- Exercise description:
Look for "names" in each line of the records, and copy the lines that have it.

- Data provided:
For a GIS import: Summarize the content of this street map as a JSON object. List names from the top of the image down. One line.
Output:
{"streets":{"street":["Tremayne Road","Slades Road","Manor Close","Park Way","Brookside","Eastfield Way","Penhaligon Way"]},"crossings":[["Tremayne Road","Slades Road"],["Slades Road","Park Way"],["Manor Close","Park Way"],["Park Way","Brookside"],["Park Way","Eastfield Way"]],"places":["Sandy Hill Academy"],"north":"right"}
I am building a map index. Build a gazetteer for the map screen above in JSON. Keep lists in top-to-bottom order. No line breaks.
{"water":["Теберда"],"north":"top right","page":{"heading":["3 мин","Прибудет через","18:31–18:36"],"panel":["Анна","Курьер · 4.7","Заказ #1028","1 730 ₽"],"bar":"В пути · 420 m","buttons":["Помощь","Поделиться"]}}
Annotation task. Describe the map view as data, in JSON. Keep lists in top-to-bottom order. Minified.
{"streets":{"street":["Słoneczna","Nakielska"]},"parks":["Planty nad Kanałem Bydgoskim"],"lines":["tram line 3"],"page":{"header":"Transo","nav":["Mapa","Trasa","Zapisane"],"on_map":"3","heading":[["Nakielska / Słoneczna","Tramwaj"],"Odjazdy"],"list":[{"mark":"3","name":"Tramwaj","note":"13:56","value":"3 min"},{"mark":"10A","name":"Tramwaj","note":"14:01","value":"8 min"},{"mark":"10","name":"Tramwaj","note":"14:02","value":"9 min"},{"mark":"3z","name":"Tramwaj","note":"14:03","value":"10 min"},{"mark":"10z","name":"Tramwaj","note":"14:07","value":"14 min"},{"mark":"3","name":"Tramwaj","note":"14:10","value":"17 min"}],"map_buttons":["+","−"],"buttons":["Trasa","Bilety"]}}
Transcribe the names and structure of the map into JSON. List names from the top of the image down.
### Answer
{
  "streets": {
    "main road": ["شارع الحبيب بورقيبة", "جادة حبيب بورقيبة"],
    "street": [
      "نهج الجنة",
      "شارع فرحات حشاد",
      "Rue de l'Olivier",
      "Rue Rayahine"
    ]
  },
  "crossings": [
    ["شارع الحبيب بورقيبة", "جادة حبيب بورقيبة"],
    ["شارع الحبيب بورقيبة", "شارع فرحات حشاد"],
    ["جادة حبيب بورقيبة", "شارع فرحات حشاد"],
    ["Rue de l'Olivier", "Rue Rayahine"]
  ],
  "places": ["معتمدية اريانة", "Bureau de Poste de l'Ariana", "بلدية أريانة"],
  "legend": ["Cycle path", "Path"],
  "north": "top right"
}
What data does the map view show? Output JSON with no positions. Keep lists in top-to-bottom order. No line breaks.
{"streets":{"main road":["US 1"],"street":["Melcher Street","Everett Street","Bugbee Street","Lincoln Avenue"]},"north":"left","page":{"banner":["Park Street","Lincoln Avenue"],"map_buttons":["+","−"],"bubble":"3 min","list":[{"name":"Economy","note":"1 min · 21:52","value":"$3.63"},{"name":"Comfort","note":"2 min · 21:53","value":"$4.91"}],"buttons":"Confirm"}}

- Completed task:
For a GIS import: Summarize the content of this street map as a JSON object. List names from the top of the image down. One line.
Transcribe the names and structure of the map into JSON. List names from the top of the image down.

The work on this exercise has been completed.